*Collection entries*
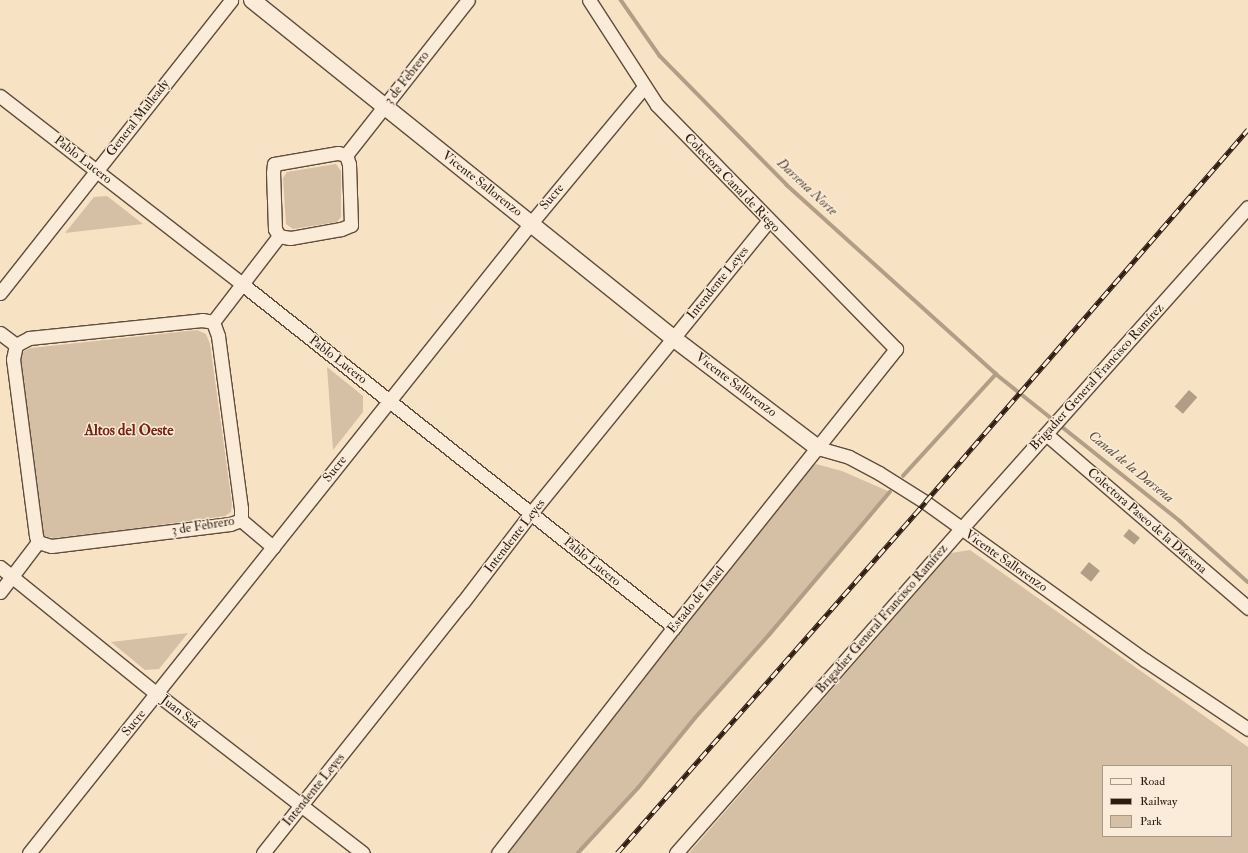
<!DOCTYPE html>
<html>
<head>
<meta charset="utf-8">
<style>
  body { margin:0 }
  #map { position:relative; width:1248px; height:853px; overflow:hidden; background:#f7e2c4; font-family:"IM FELL Double Pica",serif }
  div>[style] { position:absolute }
  .green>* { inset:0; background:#d5c0a5 }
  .water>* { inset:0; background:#b29e87; transform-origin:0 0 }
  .stream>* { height:3.5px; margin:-1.75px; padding:0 1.75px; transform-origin:1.75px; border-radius:1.75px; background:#b29e87 }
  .roads { filter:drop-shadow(1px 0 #604d3d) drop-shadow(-1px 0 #604d3d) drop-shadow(0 1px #604d3d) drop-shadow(0 -1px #604d3d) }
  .minor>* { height:13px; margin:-6.5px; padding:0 6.5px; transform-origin:6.5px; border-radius:6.5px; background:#faecd9 }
  .tertiary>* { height:16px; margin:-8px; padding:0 8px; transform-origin:8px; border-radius:8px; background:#faecd9 }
  .rail>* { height:4.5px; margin-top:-2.25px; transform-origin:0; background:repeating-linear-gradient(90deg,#faecd9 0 9px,#2d1b10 0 18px); box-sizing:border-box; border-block:1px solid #2d1b10 }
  span { translate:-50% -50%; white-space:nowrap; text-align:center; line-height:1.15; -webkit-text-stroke:3px #faecd9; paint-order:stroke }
  .street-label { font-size:13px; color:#2d1b10 }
  .water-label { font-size:14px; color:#624f40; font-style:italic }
  .quarter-label { font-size:15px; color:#7a1f14; font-weight:700 }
  .legend { position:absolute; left:1102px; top:765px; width:130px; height:72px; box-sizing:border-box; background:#faecd9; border:1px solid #a89889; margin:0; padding:5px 7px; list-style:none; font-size:12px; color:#2d1b10 }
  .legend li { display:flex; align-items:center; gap:8px; height:20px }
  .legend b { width:20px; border:1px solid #a89889 }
</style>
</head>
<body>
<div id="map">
  <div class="green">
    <i style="clip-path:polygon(336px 164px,341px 171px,341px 217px,337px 222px,293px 229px,286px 224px,283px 178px,287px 172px)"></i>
    <i style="clip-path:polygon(107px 196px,143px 224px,65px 233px,94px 197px)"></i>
    <i style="clip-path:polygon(197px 330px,206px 334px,210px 344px,232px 504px,231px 512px,225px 516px,138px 528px,55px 538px,42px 536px,19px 365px,22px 352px,31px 348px)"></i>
    <i style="clip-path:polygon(327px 367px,363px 396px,363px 412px,333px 450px)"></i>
    <i style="clip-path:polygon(816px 464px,842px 471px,890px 492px,769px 635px,695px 718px,638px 788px,578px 853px,504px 853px,808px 469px)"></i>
    <i style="clip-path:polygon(evenodd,970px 550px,1248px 747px,1248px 853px,689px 853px,951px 553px,970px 550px,1103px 766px,1231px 766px,1231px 836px,1103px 836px,1103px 766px)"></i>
    <i style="clip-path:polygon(188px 633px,159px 669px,145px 670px,111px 642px)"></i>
  </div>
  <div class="water">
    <i style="left:1189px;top:390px;width:11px;height:22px;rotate:41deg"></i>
    <i style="left:1129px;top:529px;width:14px;height:9px;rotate:39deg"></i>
    <i style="left:1089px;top:562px;width:14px;height:14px;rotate:39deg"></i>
  </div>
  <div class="stream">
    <i style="left:621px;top:0;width:68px;rotate:55.1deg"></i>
    <i style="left:660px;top:56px;width:181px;rotate:45.4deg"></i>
    <i style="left:787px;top:185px;width:282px;rotate:42.1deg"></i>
    <i style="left:996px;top:374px;width:236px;rotate:38.6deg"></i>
    <i style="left:1180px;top:521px;width:91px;rotate:41.9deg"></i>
    <i style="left:903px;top:476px;width:138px;rotate:-47.6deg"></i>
    <i style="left:578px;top:853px;width:88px;rotate:-47.3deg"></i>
    <i style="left:638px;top:788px;width:90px;rotate:-50.8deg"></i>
    <i style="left:695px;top:718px;width:111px;rotate:-48.3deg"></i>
    <i style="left:769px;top:635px;width:187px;rotate:-49.8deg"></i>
  </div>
  <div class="roads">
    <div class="minor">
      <i style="left:0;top:96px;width:306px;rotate:37.8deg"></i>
      <i style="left:242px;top:284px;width:552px;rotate:38.45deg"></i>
      <i style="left:338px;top:153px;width:8px;rotate:14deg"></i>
      <i style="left:346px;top:155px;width:9px;rotate:72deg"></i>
      <i style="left:349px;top:164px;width:61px;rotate:88.1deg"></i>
      <i style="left:351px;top:225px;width:11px;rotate:158deg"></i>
      <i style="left:341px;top:229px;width:52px;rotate:170deg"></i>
      <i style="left:290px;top:238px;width:11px;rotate:-170deg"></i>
      <i style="left:279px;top:236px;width:8px;rotate:-120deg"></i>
      <i style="left:275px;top:229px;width:56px;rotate:-92deg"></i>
      <i style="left:273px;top:173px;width:9px;rotate:-84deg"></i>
      <i style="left:274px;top:164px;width:65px;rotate:-9.8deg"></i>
      <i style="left:346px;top:155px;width:197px;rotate:-51.8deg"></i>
      <i style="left:0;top:293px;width:373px;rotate:-51.7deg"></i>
      <i style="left:202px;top:320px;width:11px;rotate:10deg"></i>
      <i style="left:213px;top:322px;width:15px;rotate:70deg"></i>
      <i style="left:218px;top:336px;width:174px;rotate:82.4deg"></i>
      <i style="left:241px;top:508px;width:12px;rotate:90deg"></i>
      <i style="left:241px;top:520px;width:12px;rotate:160deg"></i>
      <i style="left:230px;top:524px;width:180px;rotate:173deg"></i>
      <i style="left:51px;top:546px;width:14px;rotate:-163deg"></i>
      <i style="left:38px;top:542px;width:6px;rotate:-108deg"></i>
      <i style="left:36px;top:536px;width:178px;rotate:-97.4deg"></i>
      <i style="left:13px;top:359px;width:14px;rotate:-78deg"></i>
      <i style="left:16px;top:345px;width:15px;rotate:-28deg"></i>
      <i style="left:29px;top:338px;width:174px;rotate:-5.9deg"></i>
      <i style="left:213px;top:322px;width:108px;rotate:-52.5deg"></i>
      <i style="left:0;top:333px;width:20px;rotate:37deg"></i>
      <i style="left:1046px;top:434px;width:267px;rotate:40.7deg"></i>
      <i style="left:818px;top:448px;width:32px;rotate:16deg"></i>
      <i style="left:849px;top:457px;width:34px;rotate:28deg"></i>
      <i style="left:879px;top:473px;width:54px;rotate:32.2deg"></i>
      <i style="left:925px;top:502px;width:271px;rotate:35.7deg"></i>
      <i style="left:1145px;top:660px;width:124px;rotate:33.8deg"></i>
      <i style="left:241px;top:520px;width:42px;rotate:40.2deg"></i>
      <i style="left:0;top:567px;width:202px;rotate:39deg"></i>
      <i style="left:157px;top:694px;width:260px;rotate:37.7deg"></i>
      <i style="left:0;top:592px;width:63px;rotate:-52.8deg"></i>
      <i style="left:29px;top:853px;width:806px;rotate:-51.45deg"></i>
      <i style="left:531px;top:223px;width:177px;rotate:-50.3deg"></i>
      <i style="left:263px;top:853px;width:321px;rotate:-51.5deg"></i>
      <i style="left:463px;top:602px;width:112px;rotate:-52.6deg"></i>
      <i style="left:531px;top:513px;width:377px;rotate:-50.9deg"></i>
      <i style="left:498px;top:853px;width:286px;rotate:-52.1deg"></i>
      <i style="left:674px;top:627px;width:356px;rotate:-51.4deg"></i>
      <i style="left:896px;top:349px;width:342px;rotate:-134.4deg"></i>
      <i style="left:657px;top:105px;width:125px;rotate:-122.9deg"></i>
      <i style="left:676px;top:853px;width:432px;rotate:-48.7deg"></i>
      <i style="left:961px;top:529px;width:431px;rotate:-48.3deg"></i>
    </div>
    <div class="tertiary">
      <i style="left:252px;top:0;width:540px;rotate:38.76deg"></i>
      <i style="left:673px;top:338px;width:182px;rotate:37.2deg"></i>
    </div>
  </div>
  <div class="rail">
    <i style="left:617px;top:853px;width:467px;rotate:-48.7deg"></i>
    <i style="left:925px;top:502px;width:493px;rotate:-49.1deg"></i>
  </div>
  <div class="street-label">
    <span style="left:407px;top:78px;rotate:-52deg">3 de Febrero</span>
    <span style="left:138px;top:118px;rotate:-52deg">General Mulleady</span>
    <span style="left:83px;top:160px;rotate:38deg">Pablo Lucero</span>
    <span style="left:732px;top:183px;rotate:46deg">Colectora Canal de Riego</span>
    <span style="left:482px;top:184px;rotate:38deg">Vicente Sallorenzo</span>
    <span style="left:552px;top:197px;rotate:-50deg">Sucre</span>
    <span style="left:718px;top:283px;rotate:-51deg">Intendente Leyes</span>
    <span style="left:338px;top:360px;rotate:38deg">Pablo Lucero</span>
    <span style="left:1097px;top:377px;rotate:-48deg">Brigadier General Francisco Ramírez</span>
    <span style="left:736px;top:385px;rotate:37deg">Vicente Sallorenzo</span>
    <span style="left:335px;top:469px;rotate:-51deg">Sucre</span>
    <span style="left:1147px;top:521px;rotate:41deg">Colectora Paseo de la Dársena</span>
    <span style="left:203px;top:526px;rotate:-9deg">3 de Febrero</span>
    <span style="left:515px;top:536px;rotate:-52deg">Intendente Leyes</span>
    <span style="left:1006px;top:561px;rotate:35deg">Vicente Sallorenzo</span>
    <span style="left:592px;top:562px;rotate:39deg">Pablo Lucero</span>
    <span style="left:696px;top:600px;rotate:-51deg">Estado de Israel</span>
    <span style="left:882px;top:619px;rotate:-49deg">Brigadier General Francisco Ramírez</span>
    <span style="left:180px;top:712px;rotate:38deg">Juan Saá</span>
    <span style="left:134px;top:723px;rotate:-51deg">Sucre</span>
    <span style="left:314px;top:790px;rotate:-51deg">Intendente Leyes</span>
  </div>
  <div class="water-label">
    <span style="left:807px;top:187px;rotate:43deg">Darsena Norte</span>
    <span style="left:1131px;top:467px;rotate:39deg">Canal de la Darsena</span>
  </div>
  <div class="quarter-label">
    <span style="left:129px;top:431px">Altos del Oeste</span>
  </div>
  <ul class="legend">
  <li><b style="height:5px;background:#faecd9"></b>Road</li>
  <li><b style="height:5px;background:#2d1b10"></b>Railway</li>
  <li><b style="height:11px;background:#d5c0a5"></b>Park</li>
  </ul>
</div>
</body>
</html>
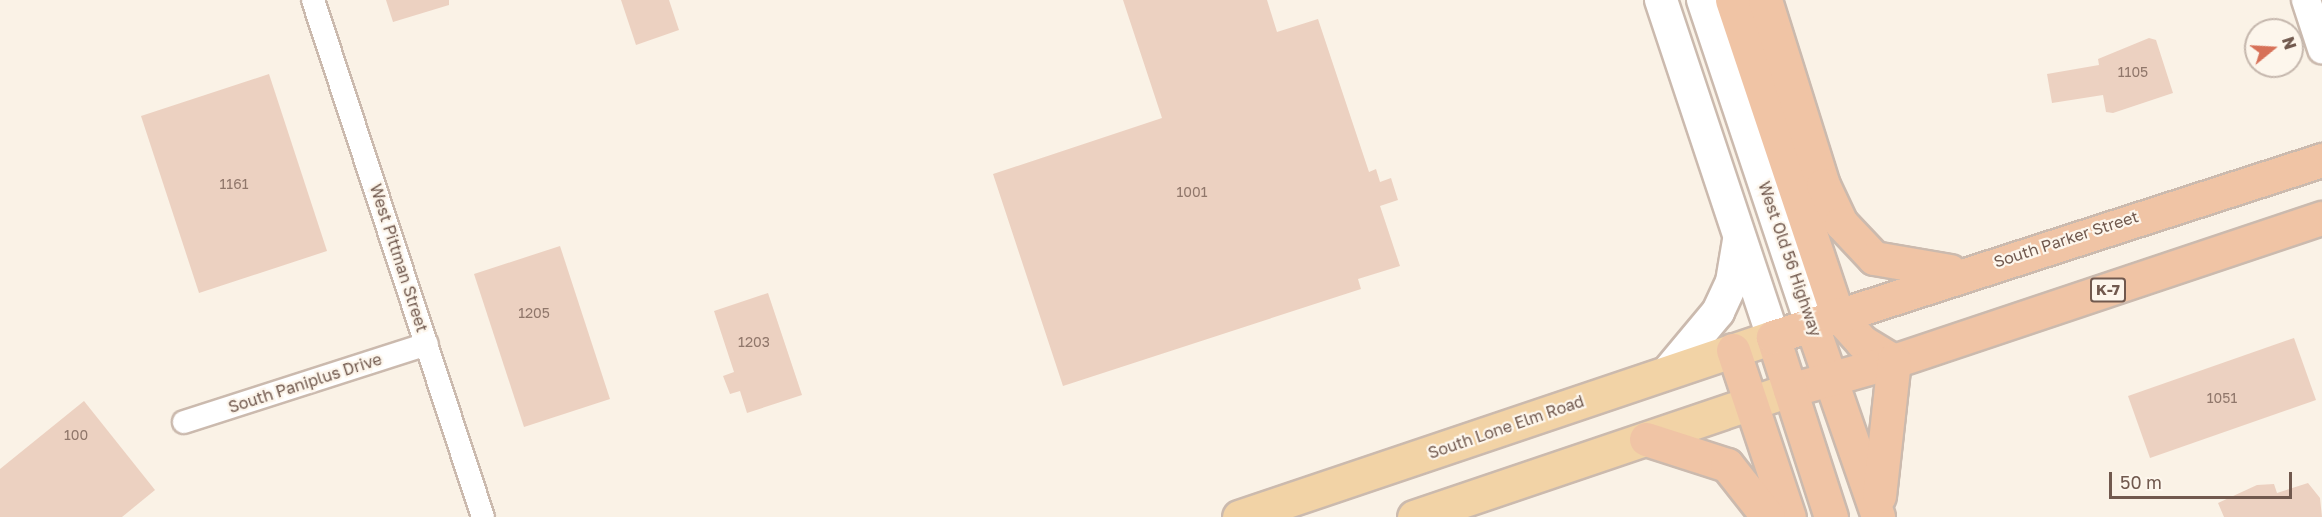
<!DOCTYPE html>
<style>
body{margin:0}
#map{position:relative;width:2322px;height:517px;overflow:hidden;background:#faf2e6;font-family:"Golos Text",sans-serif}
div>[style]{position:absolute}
.building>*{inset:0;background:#ecd1c1}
.roads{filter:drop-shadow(2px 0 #cbbaae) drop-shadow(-2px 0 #cbbaae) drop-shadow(0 2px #cbbaae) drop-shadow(0 -2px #cbbaae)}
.minor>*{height:22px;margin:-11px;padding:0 11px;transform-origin:11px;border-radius:11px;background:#fff}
.tertiary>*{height:28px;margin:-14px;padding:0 14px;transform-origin:14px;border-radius:14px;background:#fff}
.secondary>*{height:32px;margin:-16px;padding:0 16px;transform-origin:16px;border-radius:16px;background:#fff}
.primary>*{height:33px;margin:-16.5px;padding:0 16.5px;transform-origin:16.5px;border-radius:16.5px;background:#f2d3a6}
.trunk>*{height:33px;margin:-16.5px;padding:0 16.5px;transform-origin:16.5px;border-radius:16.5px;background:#f0c4a5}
span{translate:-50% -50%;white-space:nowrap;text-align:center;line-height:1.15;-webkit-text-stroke:4.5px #fdf6ec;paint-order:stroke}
.number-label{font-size:14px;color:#90776b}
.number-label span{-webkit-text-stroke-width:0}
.shield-label span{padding:2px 4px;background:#fdf6ec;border:2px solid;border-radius:4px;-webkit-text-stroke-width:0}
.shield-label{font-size:15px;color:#71594e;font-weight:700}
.street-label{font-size:16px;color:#71594e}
.north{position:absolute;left:2244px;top:18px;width:60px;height:60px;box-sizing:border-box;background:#fdf6ec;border:2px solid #c5b7ad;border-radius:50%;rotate:72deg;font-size:16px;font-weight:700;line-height:24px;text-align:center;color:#71594e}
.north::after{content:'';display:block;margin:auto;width:21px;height:27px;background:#d77158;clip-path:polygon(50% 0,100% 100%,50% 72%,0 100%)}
.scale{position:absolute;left:2109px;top:472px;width:183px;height:27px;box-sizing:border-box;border:3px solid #71594e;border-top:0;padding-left:8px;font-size:18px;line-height:21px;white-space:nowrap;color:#71594e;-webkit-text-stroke:4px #fdf6ec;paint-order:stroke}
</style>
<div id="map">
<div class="building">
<i style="clip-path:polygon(386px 0,449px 0,449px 5px,393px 22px)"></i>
<i style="clip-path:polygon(621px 0,669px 0,679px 30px,636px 45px)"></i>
<i style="clip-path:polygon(1123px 0,1267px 0,1277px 32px,1318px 19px,1369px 172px,1376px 169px,1380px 182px,1391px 178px,1398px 200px,1380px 206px,1400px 266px,1358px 279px,1361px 289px,1063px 386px,993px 174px,1162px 118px)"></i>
<i style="clip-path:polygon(2149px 38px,2156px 40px,2173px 93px,2113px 113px,2106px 112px,2103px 95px,2052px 103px,2047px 74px,2099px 65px,2098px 59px)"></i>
<i style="clip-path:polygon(269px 74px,327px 251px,199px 293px,141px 116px)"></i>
<i style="clip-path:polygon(560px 246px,610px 399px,524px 427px,474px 274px)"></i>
<i style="clip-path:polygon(768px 293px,802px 395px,747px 413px,740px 391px,730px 394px,723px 376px,734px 372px,714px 311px)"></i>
<i style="clip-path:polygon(2294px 338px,2316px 400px,2150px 458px,2128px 396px)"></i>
<i style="clip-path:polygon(84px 401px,155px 490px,122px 517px,0 517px,0 469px)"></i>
<i style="clip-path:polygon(2308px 483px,2320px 498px,2322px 517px,2224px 517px,2218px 503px,2257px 485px,2274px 484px,2277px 493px)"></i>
</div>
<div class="roads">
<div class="minor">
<i style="left:313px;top:0;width:544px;rotate:71.8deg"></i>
<i style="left:184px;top:422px;width:255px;rotate:-17.8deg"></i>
</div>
<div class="tertiary">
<i style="left:2306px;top:0;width:52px;rotate:71.9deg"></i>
</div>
<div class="secondary">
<i style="left:1661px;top:0;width:355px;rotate:71.6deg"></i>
<i style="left:1703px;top:0;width:341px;rotate:71.5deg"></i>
<i style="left:1667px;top:373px;width:80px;rotate:-50.1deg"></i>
<i style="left:1718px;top:312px;width:33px;rotate:-65deg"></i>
<i style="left:1732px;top:282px;width:43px;rotate:-80.5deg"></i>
</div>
<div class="primary">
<i style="left:1239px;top:517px;width:564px;rotate:-18.63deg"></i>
<i style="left:1414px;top:517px;width:397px;rotate:-18.7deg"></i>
</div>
<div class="trunk">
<i style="left:1732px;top:0;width:331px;rotate:71.5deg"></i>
<i style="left:1837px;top:314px;width:38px;rotate:48deg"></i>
<i style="left:1862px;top:342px;width:37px;rotate:31deg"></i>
<i style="left:1765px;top:0;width:194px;rotate:72.6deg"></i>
<i style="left:1823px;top:185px;width:42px;rotate:64.7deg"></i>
<i style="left:1841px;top:223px;width:48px;rotate:46.7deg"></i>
<i style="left:1874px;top:258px;width:77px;rotate:9.7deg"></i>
<i style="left:1811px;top:323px;width:205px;rotate:70.9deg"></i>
<i style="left:1733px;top:350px;width:176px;rotate:71.5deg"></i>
<i style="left:1790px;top:390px;width:108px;rotate:-15.6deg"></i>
<i style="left:1894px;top:361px;width:451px;rotate:-18.5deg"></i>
<i style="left:1646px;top:439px;width:85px;rotate:17.8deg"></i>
<i style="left:1727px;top:465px;width:66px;rotate:51.7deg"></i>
<i style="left:1879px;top:496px;width:136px;rotate:-83.7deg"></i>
<i style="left:1831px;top:517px;width:189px;rotate:-107.9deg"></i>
<i style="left:1773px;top:337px;width:577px;rotate:-17.87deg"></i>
</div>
</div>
<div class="number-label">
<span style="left:2133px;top:72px">1105</span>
<span style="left:234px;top:184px">1161</span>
<span style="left:1192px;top:192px">1001</span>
<span style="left:534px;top:313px">1205</span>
<span style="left:754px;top:342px">1203</span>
<span style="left:2222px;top:398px">1051</span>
<span style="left:76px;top:435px">100</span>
</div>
<div class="shield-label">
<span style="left:2108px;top:290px">K-7</span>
</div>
<div class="street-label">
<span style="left:2066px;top:239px;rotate:-18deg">South Parker Street</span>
<span style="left:399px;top:258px;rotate:72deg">West Pittman Street</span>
<span style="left:1790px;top:259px;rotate:71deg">West Old 56 Highway</span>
<span style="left:305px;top:383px;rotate:-18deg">South Paniplus Drive</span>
<span style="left:1506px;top:427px;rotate:-19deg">South Lone Elm Road</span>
</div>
<div class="north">N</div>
<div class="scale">50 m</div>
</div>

*ASSIGNMENT*
Copy out each line of the data in which the word "body" appears.

*EXPECTED OUTPUT*
  body { margin:0 }
<body>
</body>
body{margin:0}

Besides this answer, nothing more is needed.